Although sub-Saharan Africa represents only 0.2% of the global startup ecosystem’s value, a tripling of funds raised between 2020/2021 highlights its trajectory as the world’s fastest-growing fundraising ecosystem.  

“The technology revolution may have started in Silicon Valley but the raw entrepreneurial energy on the continent indicates that the future of that revolution is in Africa.” – Justin Ziegler, Angel Investor 

Broader integration efforts across the continent are opening massive markets. Increased infrastructure spending and regulatory harmonisation are connecting countries like never before.  

Among the most significant of these interventions, the African Continental Free Trade Agreement, aims to stimulate and facilitate intra-African trade. This is one of the tailwinds fuelling investor confidence, particularly in the consumer goods sector.
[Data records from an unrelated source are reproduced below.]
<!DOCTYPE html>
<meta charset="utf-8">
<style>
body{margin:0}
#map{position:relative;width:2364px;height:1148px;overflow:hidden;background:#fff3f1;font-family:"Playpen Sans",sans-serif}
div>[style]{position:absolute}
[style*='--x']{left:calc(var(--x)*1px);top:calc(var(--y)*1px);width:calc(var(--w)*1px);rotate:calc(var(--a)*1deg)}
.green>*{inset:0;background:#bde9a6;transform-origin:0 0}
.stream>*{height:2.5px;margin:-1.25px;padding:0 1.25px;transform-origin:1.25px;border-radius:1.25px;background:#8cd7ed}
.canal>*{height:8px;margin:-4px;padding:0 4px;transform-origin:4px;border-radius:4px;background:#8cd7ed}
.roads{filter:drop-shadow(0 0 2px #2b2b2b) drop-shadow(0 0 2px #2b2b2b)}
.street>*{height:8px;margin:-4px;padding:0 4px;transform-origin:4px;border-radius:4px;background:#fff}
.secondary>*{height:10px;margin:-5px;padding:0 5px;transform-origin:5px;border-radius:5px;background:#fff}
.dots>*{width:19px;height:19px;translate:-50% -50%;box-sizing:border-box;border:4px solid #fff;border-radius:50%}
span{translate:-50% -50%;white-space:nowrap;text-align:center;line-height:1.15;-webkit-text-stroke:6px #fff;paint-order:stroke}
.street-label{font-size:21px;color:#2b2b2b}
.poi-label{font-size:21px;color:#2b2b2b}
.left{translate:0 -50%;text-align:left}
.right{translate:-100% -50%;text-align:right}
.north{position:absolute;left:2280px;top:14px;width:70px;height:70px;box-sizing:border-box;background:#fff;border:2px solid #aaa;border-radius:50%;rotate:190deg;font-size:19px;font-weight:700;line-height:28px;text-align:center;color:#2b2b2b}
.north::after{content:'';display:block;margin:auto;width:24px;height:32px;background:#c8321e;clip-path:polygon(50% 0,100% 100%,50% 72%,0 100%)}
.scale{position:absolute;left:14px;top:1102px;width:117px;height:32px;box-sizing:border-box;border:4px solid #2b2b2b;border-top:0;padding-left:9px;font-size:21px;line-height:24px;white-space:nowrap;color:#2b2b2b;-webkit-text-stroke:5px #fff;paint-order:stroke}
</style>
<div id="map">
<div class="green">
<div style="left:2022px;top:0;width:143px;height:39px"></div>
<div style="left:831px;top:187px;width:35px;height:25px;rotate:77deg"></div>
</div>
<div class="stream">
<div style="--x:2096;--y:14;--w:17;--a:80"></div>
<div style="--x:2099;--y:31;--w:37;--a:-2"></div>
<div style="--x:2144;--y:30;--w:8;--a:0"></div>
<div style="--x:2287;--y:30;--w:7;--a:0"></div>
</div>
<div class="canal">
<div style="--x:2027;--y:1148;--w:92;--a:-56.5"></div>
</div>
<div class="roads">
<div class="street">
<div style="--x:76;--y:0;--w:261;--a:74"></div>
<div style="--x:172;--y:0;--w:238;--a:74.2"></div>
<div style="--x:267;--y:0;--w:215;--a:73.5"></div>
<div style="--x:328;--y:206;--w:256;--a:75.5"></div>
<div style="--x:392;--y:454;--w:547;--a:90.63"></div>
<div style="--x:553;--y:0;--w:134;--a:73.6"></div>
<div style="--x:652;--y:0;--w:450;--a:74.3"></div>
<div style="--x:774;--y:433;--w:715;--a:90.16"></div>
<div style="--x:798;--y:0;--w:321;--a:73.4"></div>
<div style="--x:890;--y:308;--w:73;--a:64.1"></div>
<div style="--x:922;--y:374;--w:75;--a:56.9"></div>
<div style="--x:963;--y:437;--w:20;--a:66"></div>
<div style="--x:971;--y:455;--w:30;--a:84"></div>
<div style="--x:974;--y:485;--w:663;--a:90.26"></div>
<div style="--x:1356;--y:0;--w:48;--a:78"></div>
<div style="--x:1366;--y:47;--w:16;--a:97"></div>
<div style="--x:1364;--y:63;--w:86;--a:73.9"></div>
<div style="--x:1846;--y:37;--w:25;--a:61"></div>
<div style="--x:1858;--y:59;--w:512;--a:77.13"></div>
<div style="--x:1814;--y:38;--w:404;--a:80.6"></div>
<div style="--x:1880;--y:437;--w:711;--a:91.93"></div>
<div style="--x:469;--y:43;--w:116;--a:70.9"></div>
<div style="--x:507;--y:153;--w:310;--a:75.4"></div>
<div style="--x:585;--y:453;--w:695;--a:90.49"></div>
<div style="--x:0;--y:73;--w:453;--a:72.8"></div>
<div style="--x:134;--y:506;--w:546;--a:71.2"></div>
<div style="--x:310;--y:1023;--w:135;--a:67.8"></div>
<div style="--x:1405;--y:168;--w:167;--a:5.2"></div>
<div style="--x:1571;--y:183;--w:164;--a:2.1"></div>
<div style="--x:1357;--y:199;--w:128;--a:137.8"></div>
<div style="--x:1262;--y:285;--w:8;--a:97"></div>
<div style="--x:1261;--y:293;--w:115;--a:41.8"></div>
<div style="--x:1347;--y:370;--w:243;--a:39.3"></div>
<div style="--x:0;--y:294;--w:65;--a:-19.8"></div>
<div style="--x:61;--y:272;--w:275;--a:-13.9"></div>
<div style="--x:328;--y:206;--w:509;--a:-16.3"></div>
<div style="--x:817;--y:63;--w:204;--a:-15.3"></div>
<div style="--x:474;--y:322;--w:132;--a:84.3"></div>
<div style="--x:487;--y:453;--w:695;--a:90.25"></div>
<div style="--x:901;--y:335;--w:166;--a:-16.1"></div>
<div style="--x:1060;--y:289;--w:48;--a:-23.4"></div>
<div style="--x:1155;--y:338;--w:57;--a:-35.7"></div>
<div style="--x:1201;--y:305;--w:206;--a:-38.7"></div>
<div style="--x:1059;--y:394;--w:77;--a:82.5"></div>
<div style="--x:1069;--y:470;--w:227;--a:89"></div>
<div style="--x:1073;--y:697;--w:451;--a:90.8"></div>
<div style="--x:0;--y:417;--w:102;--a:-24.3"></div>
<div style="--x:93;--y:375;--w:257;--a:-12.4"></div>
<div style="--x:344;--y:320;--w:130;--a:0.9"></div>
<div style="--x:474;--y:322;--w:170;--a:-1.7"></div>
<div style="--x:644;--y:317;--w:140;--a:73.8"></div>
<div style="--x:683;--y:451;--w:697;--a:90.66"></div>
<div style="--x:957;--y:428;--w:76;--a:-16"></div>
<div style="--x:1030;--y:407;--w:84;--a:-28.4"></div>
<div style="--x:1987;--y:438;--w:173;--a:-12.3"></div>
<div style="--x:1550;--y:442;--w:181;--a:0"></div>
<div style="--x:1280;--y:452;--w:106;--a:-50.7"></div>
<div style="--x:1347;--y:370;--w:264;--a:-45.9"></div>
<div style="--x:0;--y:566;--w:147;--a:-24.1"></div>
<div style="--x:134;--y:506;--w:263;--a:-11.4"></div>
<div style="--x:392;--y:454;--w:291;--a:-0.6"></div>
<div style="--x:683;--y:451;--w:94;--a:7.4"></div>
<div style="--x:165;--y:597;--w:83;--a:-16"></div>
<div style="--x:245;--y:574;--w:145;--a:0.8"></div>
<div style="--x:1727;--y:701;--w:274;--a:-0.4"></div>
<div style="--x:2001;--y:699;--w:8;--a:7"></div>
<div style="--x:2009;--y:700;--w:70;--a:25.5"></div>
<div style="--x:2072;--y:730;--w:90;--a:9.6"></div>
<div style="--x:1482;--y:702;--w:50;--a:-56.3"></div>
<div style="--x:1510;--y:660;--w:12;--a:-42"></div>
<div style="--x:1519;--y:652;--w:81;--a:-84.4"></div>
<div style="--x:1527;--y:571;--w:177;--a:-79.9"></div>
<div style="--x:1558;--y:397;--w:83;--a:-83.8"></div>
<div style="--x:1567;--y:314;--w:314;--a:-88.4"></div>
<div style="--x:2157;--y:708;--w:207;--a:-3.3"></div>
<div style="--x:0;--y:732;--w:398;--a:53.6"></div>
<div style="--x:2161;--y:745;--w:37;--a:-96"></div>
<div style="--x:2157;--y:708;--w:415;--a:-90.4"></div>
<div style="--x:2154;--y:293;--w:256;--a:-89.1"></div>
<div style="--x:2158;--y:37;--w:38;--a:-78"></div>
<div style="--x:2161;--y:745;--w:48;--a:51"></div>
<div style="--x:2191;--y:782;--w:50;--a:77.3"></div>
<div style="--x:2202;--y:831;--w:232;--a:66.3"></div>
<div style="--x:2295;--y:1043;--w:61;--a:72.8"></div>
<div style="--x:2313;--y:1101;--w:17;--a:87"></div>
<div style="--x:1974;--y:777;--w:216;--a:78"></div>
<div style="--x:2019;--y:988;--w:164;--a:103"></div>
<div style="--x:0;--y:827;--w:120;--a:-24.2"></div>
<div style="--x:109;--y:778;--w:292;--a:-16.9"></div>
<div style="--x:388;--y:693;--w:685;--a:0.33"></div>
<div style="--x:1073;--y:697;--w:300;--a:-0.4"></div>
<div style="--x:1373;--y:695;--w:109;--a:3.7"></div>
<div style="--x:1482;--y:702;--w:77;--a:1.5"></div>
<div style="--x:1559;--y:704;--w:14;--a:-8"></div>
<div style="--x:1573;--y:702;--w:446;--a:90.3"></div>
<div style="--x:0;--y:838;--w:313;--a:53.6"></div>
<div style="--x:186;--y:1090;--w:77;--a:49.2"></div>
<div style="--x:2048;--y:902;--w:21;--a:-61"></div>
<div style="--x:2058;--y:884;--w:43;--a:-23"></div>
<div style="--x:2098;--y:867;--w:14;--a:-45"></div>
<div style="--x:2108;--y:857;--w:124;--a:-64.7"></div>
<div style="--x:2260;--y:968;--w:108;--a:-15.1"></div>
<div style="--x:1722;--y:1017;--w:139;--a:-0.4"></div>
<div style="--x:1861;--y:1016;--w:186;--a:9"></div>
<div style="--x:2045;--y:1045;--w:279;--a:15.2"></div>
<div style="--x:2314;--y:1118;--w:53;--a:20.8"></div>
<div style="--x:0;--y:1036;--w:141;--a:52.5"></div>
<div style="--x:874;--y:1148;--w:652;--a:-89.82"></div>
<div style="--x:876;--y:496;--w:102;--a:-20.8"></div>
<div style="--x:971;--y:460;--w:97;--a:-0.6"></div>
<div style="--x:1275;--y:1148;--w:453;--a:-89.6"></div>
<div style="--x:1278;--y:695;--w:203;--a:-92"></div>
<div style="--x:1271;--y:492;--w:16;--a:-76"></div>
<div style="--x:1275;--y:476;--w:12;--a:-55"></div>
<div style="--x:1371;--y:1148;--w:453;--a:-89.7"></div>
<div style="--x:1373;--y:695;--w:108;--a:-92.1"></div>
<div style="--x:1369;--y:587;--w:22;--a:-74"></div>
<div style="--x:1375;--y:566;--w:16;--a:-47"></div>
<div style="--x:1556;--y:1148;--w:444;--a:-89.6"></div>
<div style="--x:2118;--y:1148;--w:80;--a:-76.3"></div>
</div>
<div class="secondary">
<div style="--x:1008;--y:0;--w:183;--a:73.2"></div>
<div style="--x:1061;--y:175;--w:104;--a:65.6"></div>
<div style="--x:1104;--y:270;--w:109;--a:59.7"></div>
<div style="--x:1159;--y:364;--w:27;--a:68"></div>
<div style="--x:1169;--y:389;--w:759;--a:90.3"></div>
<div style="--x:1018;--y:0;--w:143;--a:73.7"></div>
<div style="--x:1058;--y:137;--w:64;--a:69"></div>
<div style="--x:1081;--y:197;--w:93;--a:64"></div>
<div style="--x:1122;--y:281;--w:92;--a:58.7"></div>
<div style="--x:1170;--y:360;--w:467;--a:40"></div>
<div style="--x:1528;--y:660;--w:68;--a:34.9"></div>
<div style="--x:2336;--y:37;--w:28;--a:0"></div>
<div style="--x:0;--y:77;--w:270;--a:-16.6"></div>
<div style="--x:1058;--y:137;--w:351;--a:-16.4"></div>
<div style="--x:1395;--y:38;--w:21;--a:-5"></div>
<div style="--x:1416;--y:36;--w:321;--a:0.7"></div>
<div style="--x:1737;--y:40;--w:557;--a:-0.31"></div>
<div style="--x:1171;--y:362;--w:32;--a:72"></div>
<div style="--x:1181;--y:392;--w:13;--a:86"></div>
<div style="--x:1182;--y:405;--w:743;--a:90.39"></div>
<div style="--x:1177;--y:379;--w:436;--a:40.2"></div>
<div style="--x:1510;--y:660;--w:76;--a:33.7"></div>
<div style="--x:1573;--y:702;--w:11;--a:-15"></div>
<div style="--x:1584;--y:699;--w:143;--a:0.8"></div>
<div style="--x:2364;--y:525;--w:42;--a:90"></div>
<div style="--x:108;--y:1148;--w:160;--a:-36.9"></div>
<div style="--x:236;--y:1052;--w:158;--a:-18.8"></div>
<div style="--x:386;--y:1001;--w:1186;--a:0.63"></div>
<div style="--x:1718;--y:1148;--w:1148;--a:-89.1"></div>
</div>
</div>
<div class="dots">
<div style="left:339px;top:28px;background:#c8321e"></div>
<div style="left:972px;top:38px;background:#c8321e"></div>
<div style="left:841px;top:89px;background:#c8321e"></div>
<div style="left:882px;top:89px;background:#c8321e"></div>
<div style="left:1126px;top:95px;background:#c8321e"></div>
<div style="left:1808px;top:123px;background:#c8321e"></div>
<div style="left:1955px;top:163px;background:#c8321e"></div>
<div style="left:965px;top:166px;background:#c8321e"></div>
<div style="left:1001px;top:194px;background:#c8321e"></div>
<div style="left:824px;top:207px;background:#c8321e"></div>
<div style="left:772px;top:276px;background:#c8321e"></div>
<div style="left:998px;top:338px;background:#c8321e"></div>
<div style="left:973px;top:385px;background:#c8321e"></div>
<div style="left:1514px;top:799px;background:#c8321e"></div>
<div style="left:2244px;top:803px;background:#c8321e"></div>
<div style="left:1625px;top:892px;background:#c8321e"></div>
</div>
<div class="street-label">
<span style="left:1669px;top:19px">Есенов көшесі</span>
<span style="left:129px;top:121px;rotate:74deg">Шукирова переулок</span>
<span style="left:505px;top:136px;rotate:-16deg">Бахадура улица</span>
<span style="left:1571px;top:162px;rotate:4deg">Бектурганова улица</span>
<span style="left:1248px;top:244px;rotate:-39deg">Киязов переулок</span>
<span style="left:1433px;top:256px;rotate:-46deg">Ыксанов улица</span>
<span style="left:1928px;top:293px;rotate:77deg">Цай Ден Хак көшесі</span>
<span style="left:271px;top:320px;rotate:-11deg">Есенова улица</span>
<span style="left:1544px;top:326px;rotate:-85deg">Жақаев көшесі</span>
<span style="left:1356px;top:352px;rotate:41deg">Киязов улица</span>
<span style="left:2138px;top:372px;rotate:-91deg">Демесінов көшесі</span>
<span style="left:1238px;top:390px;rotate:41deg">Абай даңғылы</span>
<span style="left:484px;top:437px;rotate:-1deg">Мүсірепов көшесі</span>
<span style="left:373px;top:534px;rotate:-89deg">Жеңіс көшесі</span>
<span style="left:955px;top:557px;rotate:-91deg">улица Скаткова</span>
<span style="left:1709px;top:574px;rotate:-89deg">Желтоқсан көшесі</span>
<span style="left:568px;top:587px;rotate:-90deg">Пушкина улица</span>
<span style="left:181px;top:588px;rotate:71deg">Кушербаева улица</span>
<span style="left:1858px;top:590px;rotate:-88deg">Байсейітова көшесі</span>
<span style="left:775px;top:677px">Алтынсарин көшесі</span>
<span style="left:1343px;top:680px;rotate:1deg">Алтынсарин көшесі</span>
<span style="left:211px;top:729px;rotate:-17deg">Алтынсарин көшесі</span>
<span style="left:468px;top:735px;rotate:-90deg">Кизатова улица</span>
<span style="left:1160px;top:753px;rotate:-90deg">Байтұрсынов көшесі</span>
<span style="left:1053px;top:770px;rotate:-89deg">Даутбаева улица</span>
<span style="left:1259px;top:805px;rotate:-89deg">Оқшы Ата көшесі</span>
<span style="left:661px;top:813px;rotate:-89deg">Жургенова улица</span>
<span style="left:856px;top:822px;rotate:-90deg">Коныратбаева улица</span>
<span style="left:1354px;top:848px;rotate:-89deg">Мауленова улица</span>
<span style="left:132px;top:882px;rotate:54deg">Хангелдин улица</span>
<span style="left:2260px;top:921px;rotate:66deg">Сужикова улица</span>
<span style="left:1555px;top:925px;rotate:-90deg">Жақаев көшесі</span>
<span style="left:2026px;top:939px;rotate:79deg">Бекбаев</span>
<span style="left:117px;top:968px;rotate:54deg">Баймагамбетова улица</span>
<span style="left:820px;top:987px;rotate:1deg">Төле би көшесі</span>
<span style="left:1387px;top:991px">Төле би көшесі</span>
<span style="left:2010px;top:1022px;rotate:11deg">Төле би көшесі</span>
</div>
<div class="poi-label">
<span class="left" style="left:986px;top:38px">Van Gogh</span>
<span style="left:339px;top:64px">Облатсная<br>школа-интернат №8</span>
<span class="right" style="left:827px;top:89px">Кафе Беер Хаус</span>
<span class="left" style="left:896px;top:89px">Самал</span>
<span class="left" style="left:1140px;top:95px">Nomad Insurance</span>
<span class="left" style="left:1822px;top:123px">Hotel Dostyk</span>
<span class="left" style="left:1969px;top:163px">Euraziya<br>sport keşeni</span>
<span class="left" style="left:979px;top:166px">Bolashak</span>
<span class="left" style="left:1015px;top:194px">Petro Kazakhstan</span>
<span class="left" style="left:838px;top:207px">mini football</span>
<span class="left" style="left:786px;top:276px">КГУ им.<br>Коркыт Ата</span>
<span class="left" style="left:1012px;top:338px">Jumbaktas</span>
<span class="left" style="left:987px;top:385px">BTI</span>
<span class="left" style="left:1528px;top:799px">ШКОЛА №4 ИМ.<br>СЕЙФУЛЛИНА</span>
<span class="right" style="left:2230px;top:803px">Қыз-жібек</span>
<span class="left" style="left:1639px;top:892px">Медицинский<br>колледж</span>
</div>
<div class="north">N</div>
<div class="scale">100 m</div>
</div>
Strong growth in consumer spending, rural-urban migration, and digital penetration are likewise laying down a strong foundation for Africa’s new digital economy. 

The first waves of African startup acts have been designed to create pro-startup legislation that will spur innovation, create jobs, and build mutually-beneficial relationships between governments and entrepreneurs. Industry players and policymakers on the continent are increasingly aware that priorities must shift to capitalise on the world’s most entrepreneurial population and to support the goal of a $300B digital economy by 2025.  

Given sub-Saharan African countries’ relative position at the foot of the World Bank ease of doing business index, it’s imperative that the continent’s leaders address the root causes of high set-up costs, silos in policy, and over-complicated regulations. By enacting clear and strong protections, including intellectual property and data, governments can help to mitigate the risks posed to both startups and powerful incumbents.  

In an ecosystem propelled by the bold vision of startup founders, momentum will come from favorable policies that attract new opportunities for innovation and investment. A robust response to a looming global downturn must put innovation and transformation at the heart of new policy, creating an enabling environment for entrepreneurs who are more critical to Africa’s future success than ever before.